Segment Open

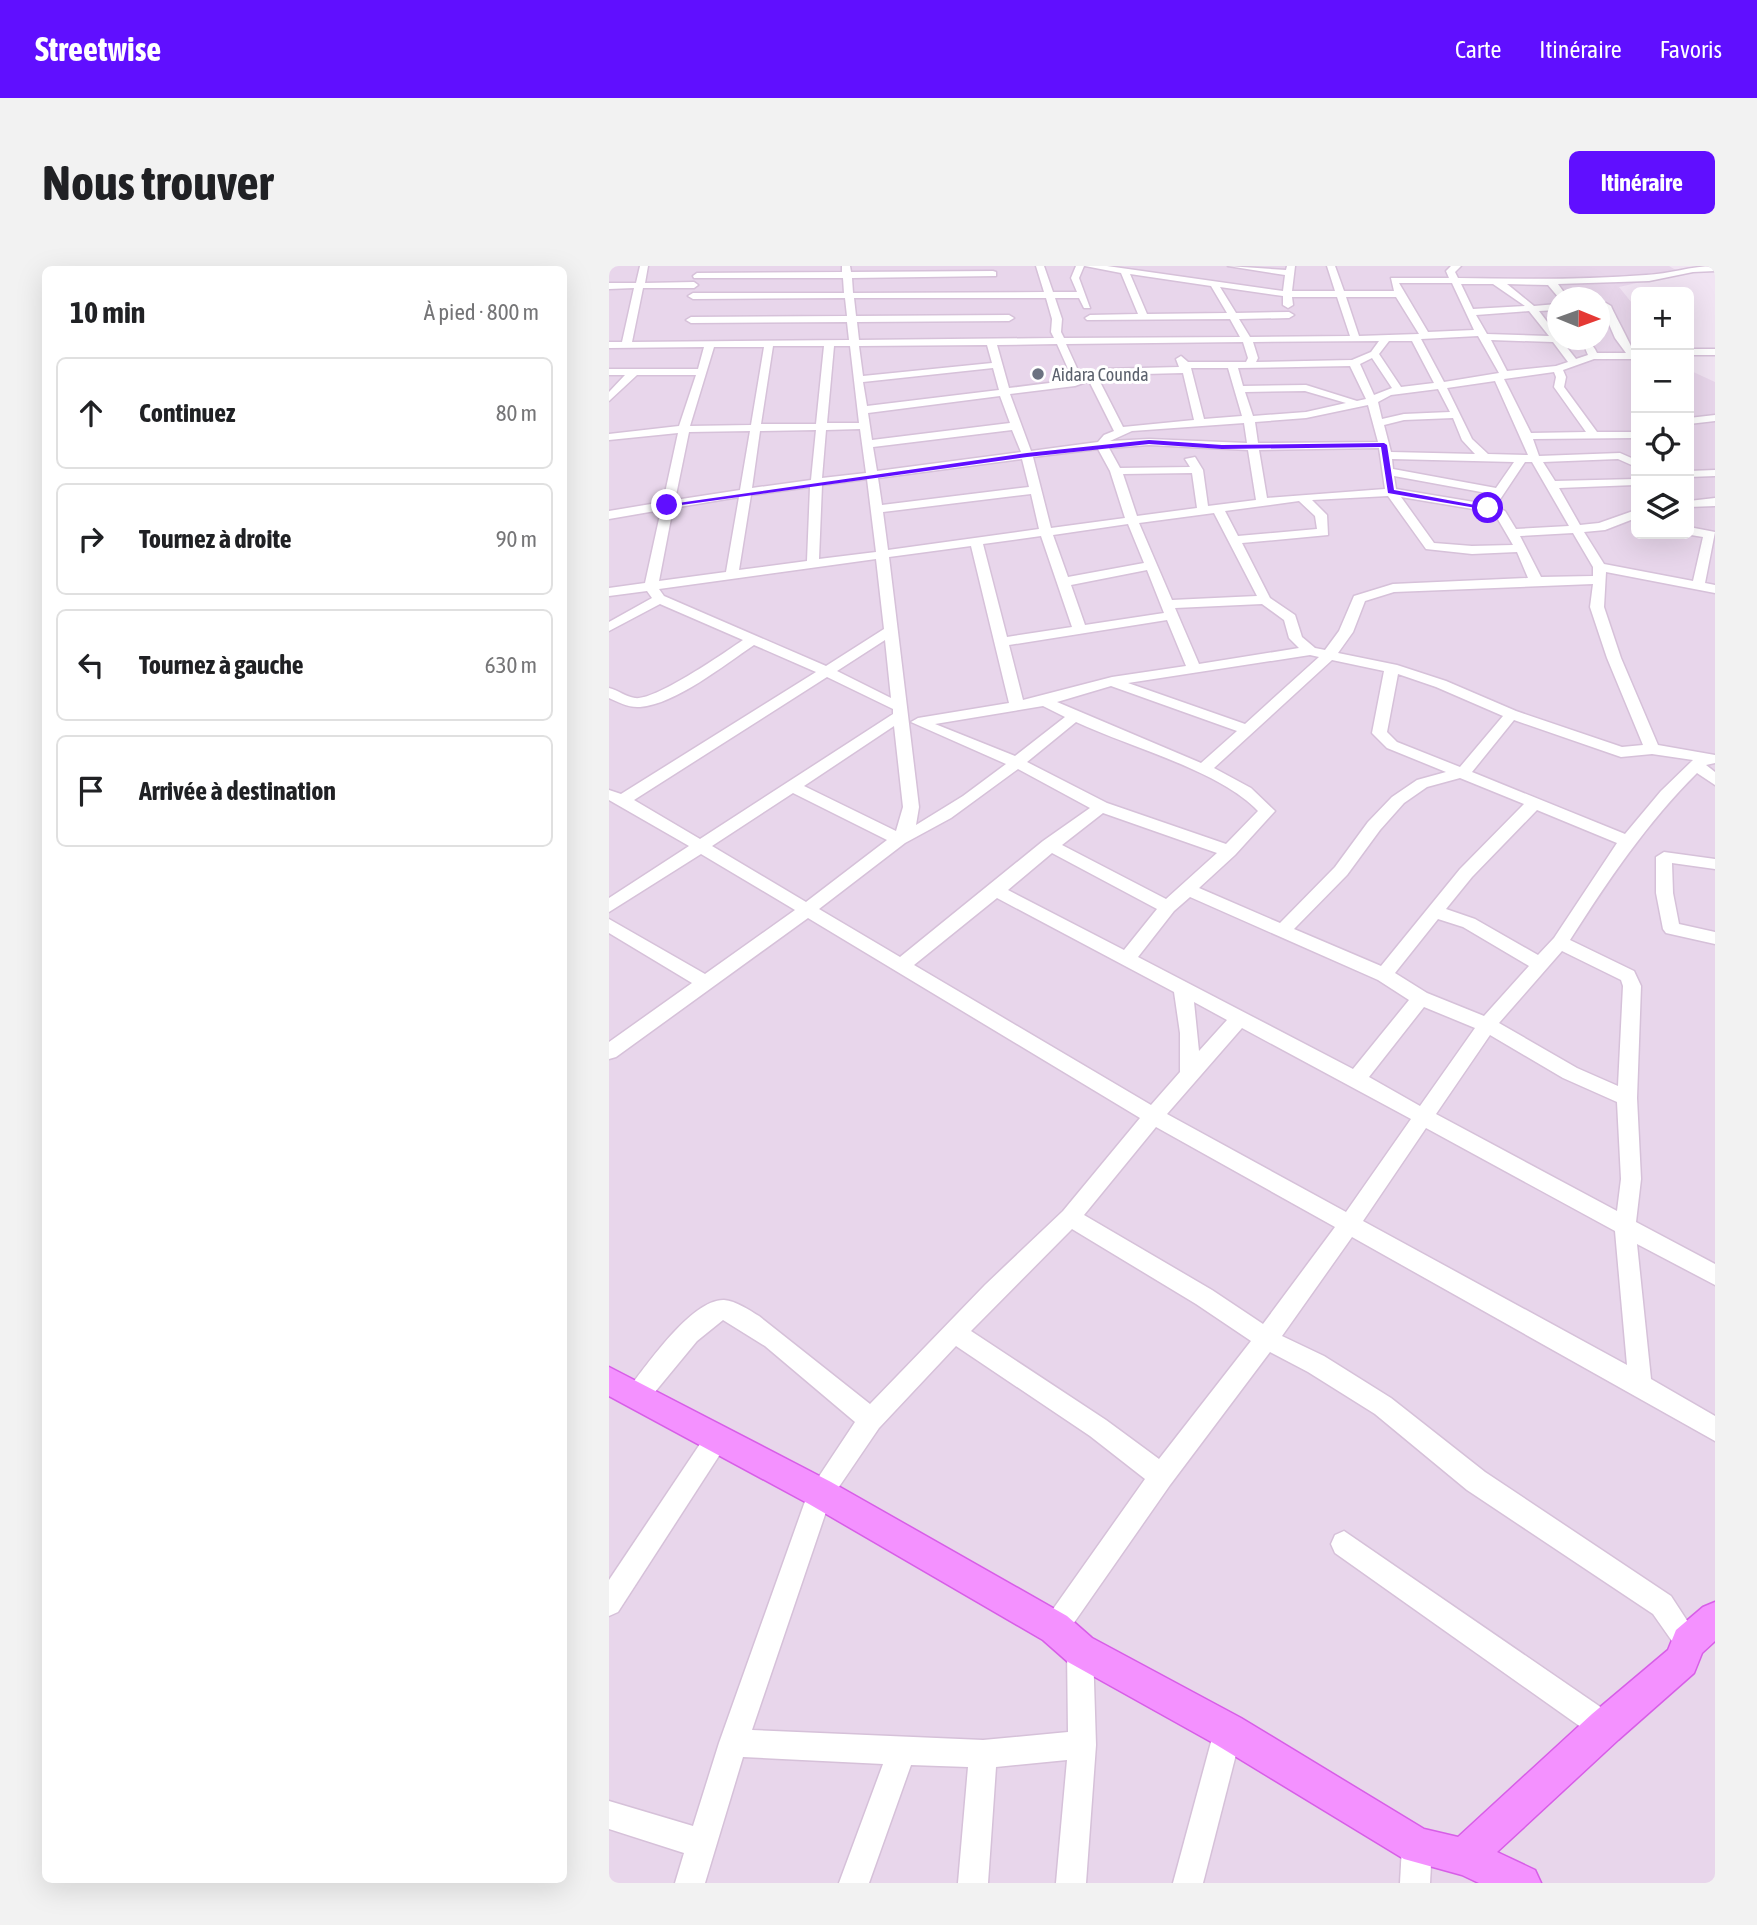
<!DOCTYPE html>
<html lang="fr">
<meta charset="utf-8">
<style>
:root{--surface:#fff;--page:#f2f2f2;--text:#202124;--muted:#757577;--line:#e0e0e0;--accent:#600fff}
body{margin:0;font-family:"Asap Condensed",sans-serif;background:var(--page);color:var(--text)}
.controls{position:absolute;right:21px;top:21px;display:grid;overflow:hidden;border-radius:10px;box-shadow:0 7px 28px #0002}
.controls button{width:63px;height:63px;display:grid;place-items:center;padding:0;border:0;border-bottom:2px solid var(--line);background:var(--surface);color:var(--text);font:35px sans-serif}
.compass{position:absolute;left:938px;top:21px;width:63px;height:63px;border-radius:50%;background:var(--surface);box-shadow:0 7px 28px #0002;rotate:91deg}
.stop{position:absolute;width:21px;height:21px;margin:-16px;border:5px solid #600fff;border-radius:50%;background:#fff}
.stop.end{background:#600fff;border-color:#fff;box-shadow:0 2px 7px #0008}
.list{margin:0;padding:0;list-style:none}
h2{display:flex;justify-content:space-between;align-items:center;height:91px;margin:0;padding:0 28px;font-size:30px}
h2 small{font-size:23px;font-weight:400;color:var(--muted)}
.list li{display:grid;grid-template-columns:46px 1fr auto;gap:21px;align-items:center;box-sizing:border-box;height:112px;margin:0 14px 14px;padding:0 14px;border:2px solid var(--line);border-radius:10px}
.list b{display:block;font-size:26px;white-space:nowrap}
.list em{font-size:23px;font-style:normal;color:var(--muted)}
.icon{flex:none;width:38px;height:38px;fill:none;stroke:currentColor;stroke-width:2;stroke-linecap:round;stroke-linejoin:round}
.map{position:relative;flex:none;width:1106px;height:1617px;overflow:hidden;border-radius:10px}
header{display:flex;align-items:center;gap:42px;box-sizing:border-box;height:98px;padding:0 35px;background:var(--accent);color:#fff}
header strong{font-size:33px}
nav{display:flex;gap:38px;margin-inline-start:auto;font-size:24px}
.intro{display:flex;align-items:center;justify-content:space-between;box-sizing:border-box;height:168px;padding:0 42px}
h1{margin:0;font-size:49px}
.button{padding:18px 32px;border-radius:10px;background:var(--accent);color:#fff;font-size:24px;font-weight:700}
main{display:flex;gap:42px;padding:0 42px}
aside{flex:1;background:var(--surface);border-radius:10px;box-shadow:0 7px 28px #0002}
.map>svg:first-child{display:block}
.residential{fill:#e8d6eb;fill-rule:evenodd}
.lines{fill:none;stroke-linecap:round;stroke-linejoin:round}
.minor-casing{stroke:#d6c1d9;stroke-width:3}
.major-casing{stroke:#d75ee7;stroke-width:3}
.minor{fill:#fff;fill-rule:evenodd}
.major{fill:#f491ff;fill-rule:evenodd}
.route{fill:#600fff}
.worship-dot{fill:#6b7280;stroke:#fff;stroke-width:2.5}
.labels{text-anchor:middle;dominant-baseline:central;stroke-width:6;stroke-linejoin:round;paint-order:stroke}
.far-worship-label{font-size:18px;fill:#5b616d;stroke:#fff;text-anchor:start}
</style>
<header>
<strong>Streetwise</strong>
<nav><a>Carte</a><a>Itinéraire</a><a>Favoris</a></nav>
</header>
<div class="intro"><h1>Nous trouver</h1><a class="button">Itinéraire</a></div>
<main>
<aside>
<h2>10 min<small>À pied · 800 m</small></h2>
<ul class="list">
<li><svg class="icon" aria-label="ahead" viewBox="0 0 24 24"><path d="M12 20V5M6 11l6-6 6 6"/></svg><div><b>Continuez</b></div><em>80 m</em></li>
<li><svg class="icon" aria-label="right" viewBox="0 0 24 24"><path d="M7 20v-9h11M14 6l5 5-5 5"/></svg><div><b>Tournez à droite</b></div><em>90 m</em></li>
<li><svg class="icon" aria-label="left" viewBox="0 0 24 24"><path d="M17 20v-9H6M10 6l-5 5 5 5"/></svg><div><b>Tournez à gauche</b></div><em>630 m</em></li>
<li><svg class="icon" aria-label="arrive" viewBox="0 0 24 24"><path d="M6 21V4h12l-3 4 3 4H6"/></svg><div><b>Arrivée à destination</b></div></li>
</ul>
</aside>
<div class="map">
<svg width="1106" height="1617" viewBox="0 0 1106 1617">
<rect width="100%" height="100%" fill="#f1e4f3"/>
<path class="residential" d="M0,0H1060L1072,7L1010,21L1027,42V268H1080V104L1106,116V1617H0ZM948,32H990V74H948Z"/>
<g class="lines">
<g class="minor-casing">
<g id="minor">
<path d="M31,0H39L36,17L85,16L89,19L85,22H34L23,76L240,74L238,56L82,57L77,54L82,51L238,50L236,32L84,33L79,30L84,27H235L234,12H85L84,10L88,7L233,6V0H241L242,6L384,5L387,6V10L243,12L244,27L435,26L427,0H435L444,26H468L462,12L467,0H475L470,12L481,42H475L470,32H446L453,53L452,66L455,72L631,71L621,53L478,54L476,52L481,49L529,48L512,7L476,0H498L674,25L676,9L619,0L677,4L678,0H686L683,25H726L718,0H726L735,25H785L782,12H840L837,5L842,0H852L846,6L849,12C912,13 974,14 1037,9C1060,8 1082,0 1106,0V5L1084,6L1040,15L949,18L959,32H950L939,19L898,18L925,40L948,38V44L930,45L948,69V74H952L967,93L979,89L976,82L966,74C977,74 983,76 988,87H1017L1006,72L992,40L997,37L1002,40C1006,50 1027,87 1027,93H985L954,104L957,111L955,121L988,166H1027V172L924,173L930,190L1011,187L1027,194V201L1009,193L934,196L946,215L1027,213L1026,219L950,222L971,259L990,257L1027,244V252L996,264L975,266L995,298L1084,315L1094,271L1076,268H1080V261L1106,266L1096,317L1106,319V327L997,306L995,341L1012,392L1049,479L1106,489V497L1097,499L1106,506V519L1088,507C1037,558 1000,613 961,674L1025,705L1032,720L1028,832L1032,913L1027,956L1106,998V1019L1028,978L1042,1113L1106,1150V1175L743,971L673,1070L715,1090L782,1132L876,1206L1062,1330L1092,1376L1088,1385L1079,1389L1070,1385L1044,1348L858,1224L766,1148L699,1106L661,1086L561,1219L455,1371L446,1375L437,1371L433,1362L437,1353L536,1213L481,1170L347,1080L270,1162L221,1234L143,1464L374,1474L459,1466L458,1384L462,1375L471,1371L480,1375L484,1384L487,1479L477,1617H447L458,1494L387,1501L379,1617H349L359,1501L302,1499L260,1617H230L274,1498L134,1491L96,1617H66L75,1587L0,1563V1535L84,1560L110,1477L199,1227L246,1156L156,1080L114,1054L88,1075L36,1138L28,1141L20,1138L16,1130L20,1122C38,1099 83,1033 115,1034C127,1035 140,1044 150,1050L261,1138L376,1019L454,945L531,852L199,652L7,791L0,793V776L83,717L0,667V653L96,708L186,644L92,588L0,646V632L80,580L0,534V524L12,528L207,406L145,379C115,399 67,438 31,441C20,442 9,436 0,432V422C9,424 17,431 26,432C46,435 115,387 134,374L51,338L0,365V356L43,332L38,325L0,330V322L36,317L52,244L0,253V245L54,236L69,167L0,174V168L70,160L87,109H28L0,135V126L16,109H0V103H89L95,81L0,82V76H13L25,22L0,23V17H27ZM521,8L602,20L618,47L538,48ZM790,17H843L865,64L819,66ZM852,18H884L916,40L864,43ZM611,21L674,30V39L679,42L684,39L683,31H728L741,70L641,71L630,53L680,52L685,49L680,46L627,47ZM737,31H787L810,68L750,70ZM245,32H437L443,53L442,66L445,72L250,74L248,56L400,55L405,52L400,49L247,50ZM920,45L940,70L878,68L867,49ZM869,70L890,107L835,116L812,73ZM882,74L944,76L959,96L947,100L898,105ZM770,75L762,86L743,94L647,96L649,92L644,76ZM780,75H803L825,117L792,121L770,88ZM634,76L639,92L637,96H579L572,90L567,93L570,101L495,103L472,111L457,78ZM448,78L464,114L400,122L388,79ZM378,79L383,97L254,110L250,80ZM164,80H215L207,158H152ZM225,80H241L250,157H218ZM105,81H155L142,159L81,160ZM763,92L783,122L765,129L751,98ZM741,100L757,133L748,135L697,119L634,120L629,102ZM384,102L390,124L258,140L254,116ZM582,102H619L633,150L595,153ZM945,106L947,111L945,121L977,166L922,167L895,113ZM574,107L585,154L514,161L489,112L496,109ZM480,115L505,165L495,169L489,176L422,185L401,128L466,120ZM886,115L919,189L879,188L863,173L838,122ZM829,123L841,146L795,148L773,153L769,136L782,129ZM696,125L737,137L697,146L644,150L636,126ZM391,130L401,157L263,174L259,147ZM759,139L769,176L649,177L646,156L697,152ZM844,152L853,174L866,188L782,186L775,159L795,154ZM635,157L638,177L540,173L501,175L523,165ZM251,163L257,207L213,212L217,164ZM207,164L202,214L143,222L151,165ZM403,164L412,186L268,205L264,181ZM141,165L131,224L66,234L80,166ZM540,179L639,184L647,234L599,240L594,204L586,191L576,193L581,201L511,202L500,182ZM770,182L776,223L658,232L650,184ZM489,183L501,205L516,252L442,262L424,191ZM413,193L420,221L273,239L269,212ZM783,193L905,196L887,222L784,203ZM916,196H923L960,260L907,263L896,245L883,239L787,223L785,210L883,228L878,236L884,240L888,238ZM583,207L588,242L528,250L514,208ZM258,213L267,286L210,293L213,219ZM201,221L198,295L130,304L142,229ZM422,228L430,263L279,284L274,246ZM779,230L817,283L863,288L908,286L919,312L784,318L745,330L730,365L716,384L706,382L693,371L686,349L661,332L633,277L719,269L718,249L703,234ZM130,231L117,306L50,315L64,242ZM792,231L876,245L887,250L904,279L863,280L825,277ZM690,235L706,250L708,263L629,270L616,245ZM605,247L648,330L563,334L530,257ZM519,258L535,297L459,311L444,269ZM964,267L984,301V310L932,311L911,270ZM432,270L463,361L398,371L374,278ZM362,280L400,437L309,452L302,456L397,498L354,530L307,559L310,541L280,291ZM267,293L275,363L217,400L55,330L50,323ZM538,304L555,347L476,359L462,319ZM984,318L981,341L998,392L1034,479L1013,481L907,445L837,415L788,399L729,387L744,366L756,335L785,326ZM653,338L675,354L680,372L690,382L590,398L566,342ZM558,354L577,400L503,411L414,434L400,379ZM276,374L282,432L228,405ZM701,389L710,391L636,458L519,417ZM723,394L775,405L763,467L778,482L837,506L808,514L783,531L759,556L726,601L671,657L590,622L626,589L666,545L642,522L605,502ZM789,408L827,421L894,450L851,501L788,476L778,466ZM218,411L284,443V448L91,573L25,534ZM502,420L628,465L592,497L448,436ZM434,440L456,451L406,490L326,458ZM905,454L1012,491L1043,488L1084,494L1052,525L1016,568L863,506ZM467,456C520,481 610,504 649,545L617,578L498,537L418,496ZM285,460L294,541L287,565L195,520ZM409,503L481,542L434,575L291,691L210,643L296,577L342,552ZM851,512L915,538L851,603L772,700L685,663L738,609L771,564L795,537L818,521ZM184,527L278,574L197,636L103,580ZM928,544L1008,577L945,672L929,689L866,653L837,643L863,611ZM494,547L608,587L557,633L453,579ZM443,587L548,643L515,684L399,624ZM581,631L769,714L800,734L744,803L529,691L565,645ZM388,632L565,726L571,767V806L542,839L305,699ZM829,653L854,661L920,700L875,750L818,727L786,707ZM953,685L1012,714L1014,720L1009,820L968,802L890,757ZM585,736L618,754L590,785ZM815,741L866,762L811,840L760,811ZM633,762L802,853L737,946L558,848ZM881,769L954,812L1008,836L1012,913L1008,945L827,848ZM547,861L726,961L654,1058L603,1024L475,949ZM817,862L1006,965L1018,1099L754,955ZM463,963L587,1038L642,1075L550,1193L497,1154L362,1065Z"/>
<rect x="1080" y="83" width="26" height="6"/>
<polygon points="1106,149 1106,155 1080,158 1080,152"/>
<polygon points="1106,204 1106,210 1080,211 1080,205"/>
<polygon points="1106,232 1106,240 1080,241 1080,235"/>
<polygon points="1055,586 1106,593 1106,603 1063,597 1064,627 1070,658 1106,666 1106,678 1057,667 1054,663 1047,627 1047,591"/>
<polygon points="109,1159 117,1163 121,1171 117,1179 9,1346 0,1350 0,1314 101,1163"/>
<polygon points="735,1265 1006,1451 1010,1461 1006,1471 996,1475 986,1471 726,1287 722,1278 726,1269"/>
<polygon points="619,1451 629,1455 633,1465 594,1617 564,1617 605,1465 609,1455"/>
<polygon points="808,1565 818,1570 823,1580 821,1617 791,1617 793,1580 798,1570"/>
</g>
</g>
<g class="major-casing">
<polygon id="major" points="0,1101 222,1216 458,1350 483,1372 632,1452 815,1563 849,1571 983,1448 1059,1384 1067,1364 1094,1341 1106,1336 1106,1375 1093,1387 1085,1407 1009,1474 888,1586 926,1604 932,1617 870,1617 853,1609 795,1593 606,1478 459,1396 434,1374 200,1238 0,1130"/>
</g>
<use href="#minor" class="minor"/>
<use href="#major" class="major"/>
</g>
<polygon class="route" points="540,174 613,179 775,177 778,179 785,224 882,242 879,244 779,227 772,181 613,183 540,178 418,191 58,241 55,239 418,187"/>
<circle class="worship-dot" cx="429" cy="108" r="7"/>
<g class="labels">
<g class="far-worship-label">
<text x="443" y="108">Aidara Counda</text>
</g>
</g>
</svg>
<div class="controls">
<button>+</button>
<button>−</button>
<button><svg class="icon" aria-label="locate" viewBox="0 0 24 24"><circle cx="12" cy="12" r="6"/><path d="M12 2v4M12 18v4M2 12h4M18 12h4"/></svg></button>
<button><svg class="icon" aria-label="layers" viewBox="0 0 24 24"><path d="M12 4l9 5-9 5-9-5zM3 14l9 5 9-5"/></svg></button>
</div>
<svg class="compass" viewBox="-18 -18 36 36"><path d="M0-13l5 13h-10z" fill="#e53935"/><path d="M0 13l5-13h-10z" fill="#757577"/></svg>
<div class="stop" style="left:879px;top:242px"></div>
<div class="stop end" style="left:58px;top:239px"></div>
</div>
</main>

Segment Closed

**Brief:**
Search the entries for the string "serif" and return each line where it turns up.

**Result for this task:**
body{margin:0;font-family:"Asap Condensed",sans-serif;background:var(--page);color:var(--text)}
.controls button{width:63px;height:63px;display:grid;place-items:center;padding:0;border:0;border-bottom:2px solid var(--line);background:var(--surface);color:var(--text);font:35px sans-serif}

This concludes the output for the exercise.